PSL Motions (Part 2)

by | Feb 9, 2021 | Blog, Criminal Law, Monmouth County, New Jersey, Ocean County

The Appellate Division continued in relevant part: Nor do we agree with the PCR court’s analysis, which compared the lack of a “forgiving provision” in the PSL statute with an express waiver provision in the sentencing rule governing extended terms. See R. 3:21-4 (e) and (f) (providing “if the negotiated disposition includes the recommendation of an extended term, the prosecutor’s oral notice and the recordation of the extended term exposure in the plea form completed by defendant and reviewed on the record shall serve as the State’s motion”). The inclusion of the waiver provision in a court rule is not indicative of the Legislative intent of a statute.

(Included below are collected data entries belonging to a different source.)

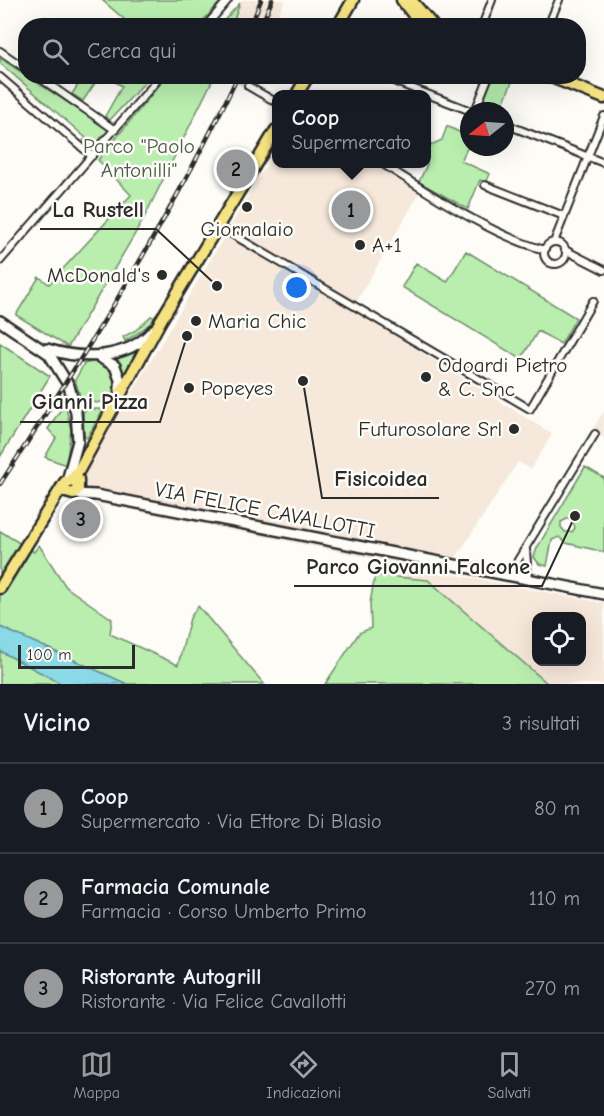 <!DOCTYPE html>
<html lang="it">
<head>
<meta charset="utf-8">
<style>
  body { margin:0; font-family:"Comic Neue",sans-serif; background:#20242c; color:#f1f3f6 }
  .controls { position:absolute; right:18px; bottom:18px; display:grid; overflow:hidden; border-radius:12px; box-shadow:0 6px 24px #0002 }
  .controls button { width:54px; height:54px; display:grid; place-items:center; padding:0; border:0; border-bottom:2px solid #363941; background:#171b24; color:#f1f3f6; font:30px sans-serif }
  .compass { position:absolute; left:460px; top:102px; width:54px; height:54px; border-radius:50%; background:#171b24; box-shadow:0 6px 24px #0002; rotate:253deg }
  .scale { position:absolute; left:18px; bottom:15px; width:117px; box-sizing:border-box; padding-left:6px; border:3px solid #2b2b2b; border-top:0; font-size:16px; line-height:21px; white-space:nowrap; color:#2b2b2b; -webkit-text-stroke:4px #fdfcf7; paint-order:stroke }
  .you { position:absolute; left:297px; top:288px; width:21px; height:21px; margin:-15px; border:4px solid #fff; border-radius:50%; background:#1a73e8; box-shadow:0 0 0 9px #1a73e833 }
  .badge { display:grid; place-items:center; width:39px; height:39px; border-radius:50%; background:#98999b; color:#111; font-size:20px; font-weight:700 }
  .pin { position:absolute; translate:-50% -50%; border:3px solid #fff; box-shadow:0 2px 6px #0006 }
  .popup { position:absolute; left:272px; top:90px; width:159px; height:78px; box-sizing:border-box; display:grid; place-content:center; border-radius:12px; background:#171b24; filter:drop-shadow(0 2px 4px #0005); font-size:20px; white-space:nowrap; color:#9ea1a6 }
  .popup b { font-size:22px; color:#f1f3f6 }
  .popup::after { content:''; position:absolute; left:50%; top:100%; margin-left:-12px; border:12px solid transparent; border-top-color:#171b24 }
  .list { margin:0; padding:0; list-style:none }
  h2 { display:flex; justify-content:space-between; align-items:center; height:78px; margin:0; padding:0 24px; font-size:26px }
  h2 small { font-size:20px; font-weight:400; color:#9ea1a6 }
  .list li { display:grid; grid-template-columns:39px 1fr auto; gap:18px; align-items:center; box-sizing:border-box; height:90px; padding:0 24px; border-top:2px solid #363941 }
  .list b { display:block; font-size:22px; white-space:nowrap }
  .list p { margin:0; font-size:20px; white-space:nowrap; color:#9ea1a6 }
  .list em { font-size:20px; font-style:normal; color:#9ea1a6 }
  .icon { flex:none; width:33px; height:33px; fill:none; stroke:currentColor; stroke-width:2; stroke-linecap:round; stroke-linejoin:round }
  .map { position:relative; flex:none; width:604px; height:684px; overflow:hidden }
  .search { position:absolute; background:#171b24; box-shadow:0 6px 24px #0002; left:18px; right:18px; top:18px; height:66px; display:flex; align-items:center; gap:15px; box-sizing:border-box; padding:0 21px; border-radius:24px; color:#9ea1a6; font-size:22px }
  .sheet { height:348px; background:#171b24 }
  nav { display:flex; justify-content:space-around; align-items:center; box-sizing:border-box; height:84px; border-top:2px solid #363941; background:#171b24; font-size:16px; color:#9ea1a6 }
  nav a { display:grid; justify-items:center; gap:3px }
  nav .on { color:#98999b }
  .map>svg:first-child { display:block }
  .built { fill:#f6e8da; fill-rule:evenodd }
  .green { fill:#b9eeaf; stroke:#728c6d; stroke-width:1.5; fill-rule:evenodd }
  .water { fill:#8ad9e7; stroke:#64939c; stroke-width:1.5 }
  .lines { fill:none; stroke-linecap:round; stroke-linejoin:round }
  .street-tunnel { stroke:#d3d2ce; stroke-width:6; stroke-dasharray:6 3; stroke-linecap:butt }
  .street-casing { stroke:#2b2b2b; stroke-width:10 }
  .secondary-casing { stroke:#2b2b2b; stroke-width:14 }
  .primary-casing { stroke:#2b2b2b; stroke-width:15 }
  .street { stroke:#fdfcf7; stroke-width:6 }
  .secondary { stroke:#fdfcf7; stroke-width:9 }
  .primary { stroke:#f5e382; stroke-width:10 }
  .rail-casing { stroke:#2b2b2b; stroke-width:4.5 }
  .rail { stroke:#fdfcf7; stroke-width:2; stroke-dasharray:7; stroke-linecap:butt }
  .poi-dot { fill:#2b2b2b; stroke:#fdfcf7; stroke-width:2 }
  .labels { text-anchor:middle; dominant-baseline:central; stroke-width:5; stroke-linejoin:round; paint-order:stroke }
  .park-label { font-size:21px; fill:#4e5c4c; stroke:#fdfcf7 }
  .poi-label { font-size:21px; fill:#2b2b2b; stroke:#fdfcf7; text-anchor:start }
  .street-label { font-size:21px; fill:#2b2b2b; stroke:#fdfcf7 }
  .leader { fill:none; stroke:#2b2b2b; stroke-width:2 }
  .callout-dot { fill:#2b2b2b; stroke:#fdfcf7; stroke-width:2 }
  .callout-label { font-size:22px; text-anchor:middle; font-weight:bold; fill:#2b2b2b; stroke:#fdfcf7; stroke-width:5; stroke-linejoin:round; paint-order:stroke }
</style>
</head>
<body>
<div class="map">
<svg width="604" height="684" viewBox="0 0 604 684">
  <rect width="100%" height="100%" fill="#fdfcf7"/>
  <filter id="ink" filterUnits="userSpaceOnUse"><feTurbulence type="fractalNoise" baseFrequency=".0167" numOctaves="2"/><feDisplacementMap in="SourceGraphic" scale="12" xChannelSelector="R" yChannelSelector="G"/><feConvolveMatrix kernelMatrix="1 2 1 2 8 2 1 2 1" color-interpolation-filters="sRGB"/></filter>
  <g filter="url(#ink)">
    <path class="built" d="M242 0H285L273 25H232Z
      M276 149V164H372L420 192 352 309 552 434 531 469 518 462 446 573 604 603V684H548L428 580 398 577 401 564 97 503 82 477ZM536 616H582V662H536Z
      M604 411V438L592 430Z"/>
    <path class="green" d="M102 0H222L199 25 132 26Z
      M240 3 232 25H220Z
      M0 58 110 130 93 148 81 143 86 138 0 63Z
      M83 77H91L97 80 83 101 72 94Z
      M107 77H144L148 79 110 120 105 116 122 86Z
      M166 77H214L142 222 68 347 16 315 39 277 49 284 131 195 98 160Z
      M491 77H514L500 111 479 107Z
      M447 126 469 137V144L461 161 490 174 486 183 480 180 468 209 419 182 427 164 426 136 431 145 442 140Z
      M466 251 576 318 561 344 538 331 521 359 402 287 416 263 447 282Z
      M151 316 155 318C146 329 136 335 125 341L123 337 136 330Z
      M0 343 50 376 0 457Z
      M137 348 140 352 127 374H123L116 359 118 355Z
      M97 360C121 370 126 397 96 403L80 396 75 380 84 364Z
      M65 403 71 430 66 465 45 457 56 438 48 429Z
      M86 409H100L101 413 87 438 84 436 83 413Z
      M585 467 604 478V552L566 543 559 537 552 540 547 566 539 564 534 557 537 548ZM569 518 573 521 575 528 572 532H565L561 527V522Z
      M0 531 34 552 39 545 66 587 112 619 110 634 178 665 190 618 198 606 264 684H127L0 627Z
      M375 575 428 580 548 684H325L359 633 371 628 370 603Z
      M0 651 55 680 62 684H0Z"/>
    <path class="water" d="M0 627 127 684H62L0 651Z"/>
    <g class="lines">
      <path class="street-tunnel" d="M231 76 248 86"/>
      <defs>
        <path id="street" d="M206 26 228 0
          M482 26 492 0
          M548 26 559 0
          M0 51 26 69
          M37 76 115 130
          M398 76 396 82 471 111
          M0 77 92 156
          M248 86 276 102
          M475 111 489 76
          M505 124 604 163
          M383 164C429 193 492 236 545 250
          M485 185 564 216
          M218 226 530 409 593 301
          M554 242 604 116
          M544 253a11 11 0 1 1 22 0a11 11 0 1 1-22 0Z
          M565 250 604 270
          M0 261 161 76
          M526 549 528 580
          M512 576 518 560 595 434"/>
        <path id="secondary" d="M0 321 49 354 69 386 76 412 78 441 67 481
          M47 349C81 360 128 360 153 330
          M99 357 115 366 120 380V393
          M73 494 96 495 604 594"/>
        <path id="primary" d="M402 0 422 26
          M411 0 433 26
          M338 26 353 0
          M549 76 604 98
          M297 94 308 76
          M70 480 79 470 161 320 276 130
          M64 484 66 492 73 494 78 489V479
          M0 588 65 482 73 480 78 485"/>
      </defs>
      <use href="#street" class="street-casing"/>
      <use href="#secondary" class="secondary-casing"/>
      <use href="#primary" class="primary-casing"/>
      <use href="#street" class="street"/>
      <use href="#secondary" class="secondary"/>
      <use href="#primary" class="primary"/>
      <defs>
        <path id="rail" d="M251 26 261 0
          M261 26 272 0
          M0 484C87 352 170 219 238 76"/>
      </defs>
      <use href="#rail" class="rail-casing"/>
      <use href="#rail" class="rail"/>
    </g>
  </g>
  <g class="poi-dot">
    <circle cx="247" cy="207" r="6"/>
    <circle cx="360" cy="245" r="6"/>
    <circle cx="162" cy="275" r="6"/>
    <circle cx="196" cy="321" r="6"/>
    <circle cx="426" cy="377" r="6"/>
    <circle cx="189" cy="388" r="6"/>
    <circle cx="514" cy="429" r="6"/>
  </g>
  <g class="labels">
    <g class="park-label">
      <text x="139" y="146">Parco "Paolo<tspan x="139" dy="24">Antonilli"</tspan></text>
    </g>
    <g class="poi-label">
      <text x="247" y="229" text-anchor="middle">Giornalaio</text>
      <text x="372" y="245">A+1</text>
      <text x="150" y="275" text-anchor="end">McDonald's</text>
      <text x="208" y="321">Maria Chic</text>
      <text x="438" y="365">Odoardi Pietro<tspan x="438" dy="24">&amp; C. Snc</tspan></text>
      <text x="201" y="388">Popeyes</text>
      <text x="502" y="429" text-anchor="end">Futurosolare Srl</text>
    </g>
    <g class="street-label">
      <text transform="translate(265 510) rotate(11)">VIA FELICE CAVALLOTTI</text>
    </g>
  </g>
  <path class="leader" d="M217 286L156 229H40M187 336L160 422H20M303 381L322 498H439M575 516L542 586H294"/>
  <g class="callout-dot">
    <circle cx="217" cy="286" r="6"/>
    <circle cx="187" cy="336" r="6"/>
    <circle cx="303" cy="381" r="6"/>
    <circle cx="575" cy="516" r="6"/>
  </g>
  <g class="callout-label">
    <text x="98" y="217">La Rustell</text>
    <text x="90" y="409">Gianni Pizza</text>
    <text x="381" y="486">Fisicoidea</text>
    <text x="418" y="574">Parco Giovanni Falcone</text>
  </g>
</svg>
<div class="controls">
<button><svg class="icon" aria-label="locate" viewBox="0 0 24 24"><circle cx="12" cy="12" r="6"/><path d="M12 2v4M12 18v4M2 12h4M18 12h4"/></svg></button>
</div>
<svg class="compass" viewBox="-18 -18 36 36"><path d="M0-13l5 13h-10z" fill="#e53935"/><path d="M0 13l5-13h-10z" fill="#9ea1a6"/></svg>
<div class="scale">100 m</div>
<div class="you"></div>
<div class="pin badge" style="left:351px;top:210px">1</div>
<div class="popup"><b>Coop</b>Supermercato</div>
<div class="pin badge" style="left:236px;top:169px">2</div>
<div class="pin badge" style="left:81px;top:519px">3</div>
<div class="search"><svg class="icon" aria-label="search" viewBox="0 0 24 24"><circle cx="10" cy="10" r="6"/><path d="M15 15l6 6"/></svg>Cerca qui</div>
</div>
<section class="sheet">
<h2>Vicino<small>3 risultati</small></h2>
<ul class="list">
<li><span class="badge">1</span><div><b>Coop</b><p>Supermercato · Via Ettore Di Blasio</p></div><em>80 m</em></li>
<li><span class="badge">2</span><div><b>Farmacia Comunale</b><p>Farmacia · Corso Umberto Primo</p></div><em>110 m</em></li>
<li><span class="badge">3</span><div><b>Ristorante Autogrill</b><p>Ristorante · Via Felice Cavallotti</p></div><em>270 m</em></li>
</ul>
</section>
<nav>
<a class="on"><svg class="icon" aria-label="map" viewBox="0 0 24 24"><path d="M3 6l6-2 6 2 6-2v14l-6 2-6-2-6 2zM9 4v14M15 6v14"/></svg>Mappa</a>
<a><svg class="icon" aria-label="directions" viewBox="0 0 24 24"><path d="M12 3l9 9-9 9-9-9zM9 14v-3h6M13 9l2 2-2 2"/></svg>Indicazioni</a>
<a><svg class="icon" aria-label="saved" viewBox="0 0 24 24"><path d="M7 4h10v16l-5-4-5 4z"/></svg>Salvati</a>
</nav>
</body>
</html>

Nonetheless, we disagree with the State that the negotiated plea agreement substituted for the State’s obligation to move for PSL. Although the plea agreement and the court expressly stated defendant’s plea subjected him to PSL – as defendant acknowledged during the plea hearing – imposition of PSL is not mandated under N.J.S.A. 2C:43-6.4. Neither the plea agreement nor the court indicated defendant waived the sentencing court’s ability to “find on the record that the special sentence was not needed to protect the community or deter . . . defendant from future criminal activity.” N.J.S.A. 2C:43-6.4. At sentencing, the court failed to engage in that analysis. But that omission does not render defendant’s sentence illegal here, where PSL is permitted.

Accordingly, we reverse the PCR court’s determination that defendant’s sentence was illegal, but we remand to for a limited resentencing proceeding for the trial court to consider whether it would have imposed PSL when it sentenced defendant. In that regard, the trial court should consider whether PSL was “not needed to protect the community or deter . . . defendant from future criminal activity” under the PSL statute. Unlike resentencing for an illegal sentence, however, on remand the trial court should not “view defendant as he stands before the court on that day.” State v. Randolph (2012). Instead, we direct the trial court to determine the applicability of the PSL provision “from the vantage point of the original sentencing.”

Reversed and remanded. We do not retain jurisdiction.

This case will likely be appealed to the New Jersey Supreme Court. It involves issues of first impression, cross-appeal issues, and a holding that may conflict with the New Jersey Supreme Court’s rationale in State v. Randolph.